Supplied records:
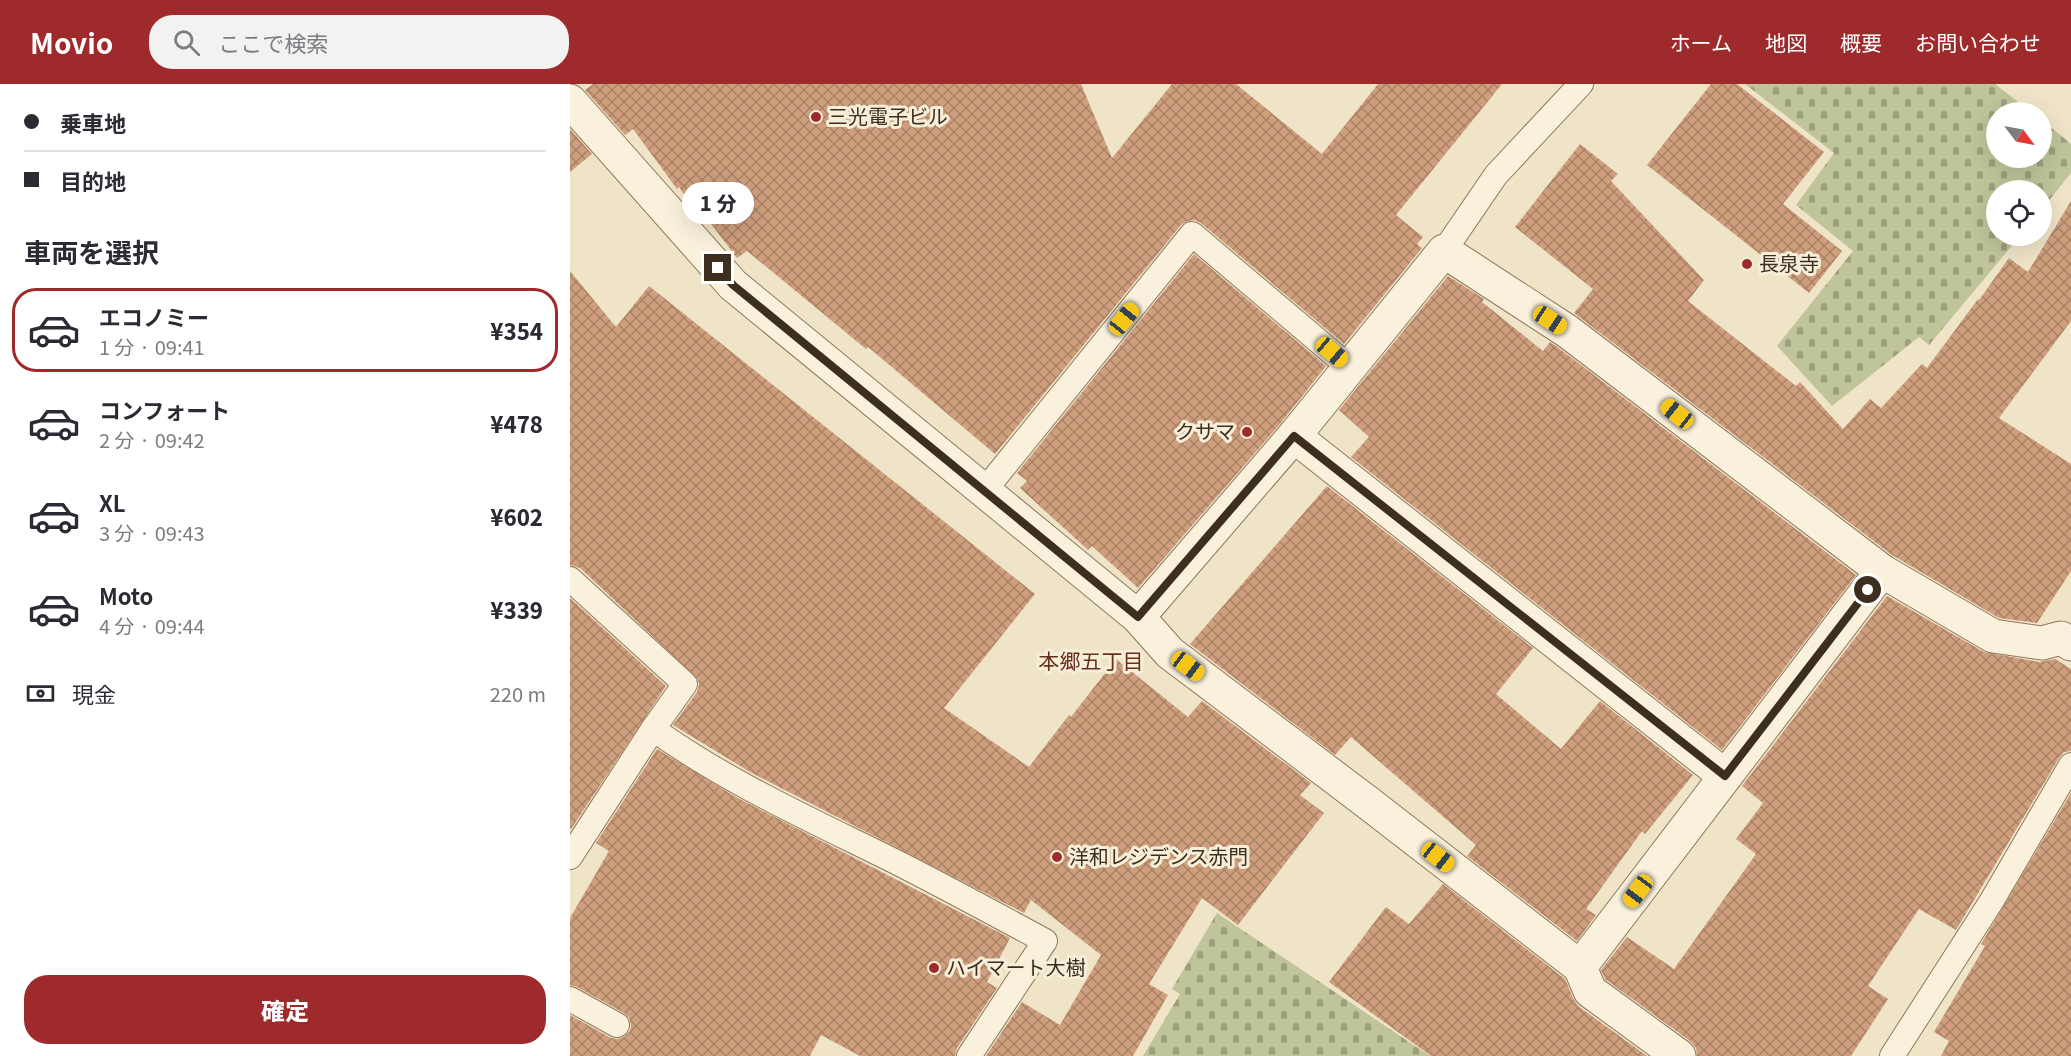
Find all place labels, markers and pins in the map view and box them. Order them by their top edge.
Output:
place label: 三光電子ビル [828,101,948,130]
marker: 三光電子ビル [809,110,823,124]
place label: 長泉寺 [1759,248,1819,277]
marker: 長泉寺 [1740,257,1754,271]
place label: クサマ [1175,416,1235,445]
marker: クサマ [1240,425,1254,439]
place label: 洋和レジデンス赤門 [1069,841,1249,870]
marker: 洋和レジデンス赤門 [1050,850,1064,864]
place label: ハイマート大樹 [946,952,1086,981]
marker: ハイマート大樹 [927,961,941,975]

What you are asked to do: Please output the records exactly, leaving the pictures out.

Response to this exercise:
Find all place labels, markers and pins in the map view and box them. Order them by their top edge.
Output:
place label: 三光電子ビル [828,101,948,130]
marker: 三光電子ビル [809,110,823,124]
place label: 長泉寺 [1759,248,1819,277]
marker: 長泉寺 [1740,257,1754,271]
place label: クサマ [1175,416,1235,445]
marker: クサマ [1240,425,1254,439]
place label: 洋和レジデンス赤門 [1069,841,1249,870]
marker: 洋和レジデンス赤門 [1050,850,1064,864]
place label: ハイマート大樹 [946,952,1086,981]
marker: ハイマート大樹 [927,961,941,975]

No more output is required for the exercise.